Collected data entries
□ □ □ □ □ □ □
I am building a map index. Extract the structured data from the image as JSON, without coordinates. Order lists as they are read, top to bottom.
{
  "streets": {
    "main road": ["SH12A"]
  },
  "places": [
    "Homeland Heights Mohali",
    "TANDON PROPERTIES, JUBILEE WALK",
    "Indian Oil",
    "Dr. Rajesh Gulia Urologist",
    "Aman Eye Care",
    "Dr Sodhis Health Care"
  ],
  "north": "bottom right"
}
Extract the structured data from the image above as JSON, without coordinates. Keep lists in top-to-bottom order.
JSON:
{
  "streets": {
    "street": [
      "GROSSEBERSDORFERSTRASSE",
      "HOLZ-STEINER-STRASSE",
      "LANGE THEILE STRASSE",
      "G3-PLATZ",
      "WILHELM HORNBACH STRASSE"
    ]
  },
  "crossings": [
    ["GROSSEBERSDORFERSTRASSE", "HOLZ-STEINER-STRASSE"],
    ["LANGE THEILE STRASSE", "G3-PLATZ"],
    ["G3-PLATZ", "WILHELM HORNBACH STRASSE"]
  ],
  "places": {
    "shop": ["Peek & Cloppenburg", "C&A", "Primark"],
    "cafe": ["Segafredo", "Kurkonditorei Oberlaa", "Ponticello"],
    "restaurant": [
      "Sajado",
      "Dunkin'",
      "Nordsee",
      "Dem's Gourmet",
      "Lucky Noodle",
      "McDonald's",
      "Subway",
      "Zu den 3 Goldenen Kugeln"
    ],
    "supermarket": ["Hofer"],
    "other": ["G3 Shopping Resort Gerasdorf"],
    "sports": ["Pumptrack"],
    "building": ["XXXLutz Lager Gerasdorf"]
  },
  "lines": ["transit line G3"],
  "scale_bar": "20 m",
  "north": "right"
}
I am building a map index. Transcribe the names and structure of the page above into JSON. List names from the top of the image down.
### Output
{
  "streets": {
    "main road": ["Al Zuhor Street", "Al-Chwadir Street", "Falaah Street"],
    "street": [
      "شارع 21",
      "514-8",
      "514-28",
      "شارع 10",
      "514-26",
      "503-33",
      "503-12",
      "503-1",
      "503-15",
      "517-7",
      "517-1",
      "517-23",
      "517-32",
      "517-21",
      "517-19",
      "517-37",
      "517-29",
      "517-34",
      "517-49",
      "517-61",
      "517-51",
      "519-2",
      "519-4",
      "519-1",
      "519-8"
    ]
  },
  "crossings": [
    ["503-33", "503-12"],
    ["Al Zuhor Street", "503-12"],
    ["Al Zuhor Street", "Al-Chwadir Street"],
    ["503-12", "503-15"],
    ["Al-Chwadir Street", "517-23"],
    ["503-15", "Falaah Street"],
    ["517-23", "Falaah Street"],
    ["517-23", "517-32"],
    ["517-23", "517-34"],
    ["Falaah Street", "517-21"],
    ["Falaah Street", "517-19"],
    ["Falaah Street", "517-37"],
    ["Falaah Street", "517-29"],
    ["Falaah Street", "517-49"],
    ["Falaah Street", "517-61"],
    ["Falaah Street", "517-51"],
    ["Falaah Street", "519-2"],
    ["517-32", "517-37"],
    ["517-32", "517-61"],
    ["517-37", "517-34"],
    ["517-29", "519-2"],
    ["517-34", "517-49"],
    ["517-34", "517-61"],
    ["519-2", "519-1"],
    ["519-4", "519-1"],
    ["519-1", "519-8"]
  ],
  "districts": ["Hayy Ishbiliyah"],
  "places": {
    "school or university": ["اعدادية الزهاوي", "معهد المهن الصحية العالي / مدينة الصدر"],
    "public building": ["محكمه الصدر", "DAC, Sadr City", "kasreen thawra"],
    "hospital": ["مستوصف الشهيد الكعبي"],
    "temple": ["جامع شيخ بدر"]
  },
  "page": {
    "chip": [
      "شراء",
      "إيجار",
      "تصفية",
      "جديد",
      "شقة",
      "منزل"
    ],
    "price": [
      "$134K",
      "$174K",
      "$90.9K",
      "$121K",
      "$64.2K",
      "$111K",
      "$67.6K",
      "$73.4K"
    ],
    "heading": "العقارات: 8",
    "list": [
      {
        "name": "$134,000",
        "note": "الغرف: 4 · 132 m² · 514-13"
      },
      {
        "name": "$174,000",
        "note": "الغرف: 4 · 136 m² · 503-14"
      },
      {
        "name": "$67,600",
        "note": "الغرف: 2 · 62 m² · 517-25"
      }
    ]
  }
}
□ □ □ □ □ □ □
- WORK INSTRUCTIONS -
Repeat all of the data exactly. Include every line.

- RESPONSE TO THIS EXERCISE -
I am building a map index. Extract the structured data from the image as JSON, without coordinates. Order lists as they are read, top to bottom.
{
  "streets": {
    "main road": ["SH12A"]
  },
  "places": [
    "Homeland Heights Mohali",
    "TANDON PROPERTIES, JUBILEE WALK",
    "Indian Oil",
    "Dr. Rajesh Gulia Urologist",
    "Aman Eye Care",
    "Dr Sodhis Health Care"
  ],
  "north": "bottom right"
}
Extract the structured data from the image above as JSON, without coordinates. Keep lists in top-to-bottom order.
JSON:
{
  "streets": {
    "street": [
      "GROSSEBERSDORFERSTRASSE",
      "HOLZ-STEINER-STRASSE",
      "LANGE THEILE STRASSE",
      "G3-PLATZ",
      "WILHELM HORNBACH STRASSE"
    ]
  },
  "crossings": [
    ["GROSSEBERSDORFERSTRASSE", "HOLZ-STEINER-STRASSE"],
    ["LANGE THEILE STRASSE", "G3-PLATZ"],
    ["G3-PLATZ", "WILHELM HORNBACH STRASSE"]
  ],
  "places": {
    "shop": ["Peek & Cloppenburg", "C&A", "Primark"],
    "cafe": ["Segafredo", "Kurkonditorei Oberlaa", "Ponticello"],
    "restaurant": [
      "Sajado",
      "Dunkin'",
      "Nordsee",
      "Dem's Gourmet",
      "Lucky Noodle",
      "McDonald's",
      "Subway",
      "Zu den 3 Goldenen Kugeln"
    ],
    "supermarket": ["Hofer"],
    "other": ["G3 Shopping Resort Gerasdorf"],
    "sports": ["Pumptrack"],
    "building": ["XXXLutz Lager Gerasdorf"]
  },
  "lines": ["transit line G3"],
  "scale_bar": "20 m",
  "north": "right"
}
I am building a map index. Transcribe the names and structure of the page above into JSON. List names from the top of the image down.
### Output
{
  "streets": {
    "main road": ["Al Zuhor Street", "Al-Chwadir Street", "Falaah Street"],
    "street": [
      "شارع 21",
      "514-8",
      "514-28",
      "شارع 10",
      "514-26",
      "503-33",
      "503-12",
      "503-1",
      "503-15",
      "517-7",
      "517-1",
      "517-23",
      "517-32",
      "517-21",
      "517-19",
      "517-37",
      "517-29",
      "517-34",
      "517-49",
      "517-61",
      "517-51",
      "519-2",
      "519-4",
      "519-1",
      "519-8"
    ]
  },
  "crossings": [
    ["503-33", "503-12"],
    ["Al Zuhor Street", "503-12"],
    ["Al Zuhor Street", "Al-Chwadir Street"],
    ["503-12", "503-15"],
    ["Al-Chwadir Street", "517-23"],
    ["503-15", "Falaah Street"],
    ["517-23", "Falaah Street"],
    ["517-23", "517-32"],
    ["517-23", "517-34"],
    ["Falaah Street", "517-21"],
    ["Falaah Street", "517-19"],
    ["Falaah Street", "517-37"],
    ["Falaah Street", "517-29"],
    ["Falaah Street", "517-49"],
    ["Falaah Street", "517-61"],
    ["Falaah Street", "517-51"],
    ["Falaah Street", "519-2"],
    ["517-32", "517-37"],
    ["517-32", "517-61"],
    ["517-37", "517-34"],
    ["517-29", "519-2"],
    ["517-34", "517-49"],
    ["517-34", "517-61"],
    ["519-2", "519-1"],
    ["519-4", "519-1"],
    ["519-1", "519-8"]
  ],
  "districts": ["Hayy Ishbiliyah"],
  "places": {
    "school or university": ["اعدادية الزهاوي", "معهد المهن الصحية العالي / مدينة الصدر"],
    "public building": ["محكمه الصدر", "DAC, Sadr City", "kasreen thawra"],
    "hospital": ["مستوصف الشهيد الكعبي"],
    "temple": ["جامع شيخ بدر"]
  },
  "page": {
    "chip": [
      "شراء",
      "إيجار",
      "تصفية",
      "جديد",
      "شقة",
      "منزل"
    ],
    "price": [
      "$134K",
      "$174K",
      "$90.9K",
      "$121K",
      "$64.2K",
      "$111K",
      "$67.6K",
      "$73.4K"
    ],
    "heading": "العقارات: 8",
    "list": [
      {
        "name": "$134,000",
        "note": "الغرف: 4 · 132 m² · 514-13"
      },
      {
        "name": "$174,000",
        "note": "الغرف: 4 · 136 m² · 503-14"
      },
      {
        "name": "$67,600",
        "note": "الغرف: 2 · 62 m² · 517-25"
      }
    ]
  }
}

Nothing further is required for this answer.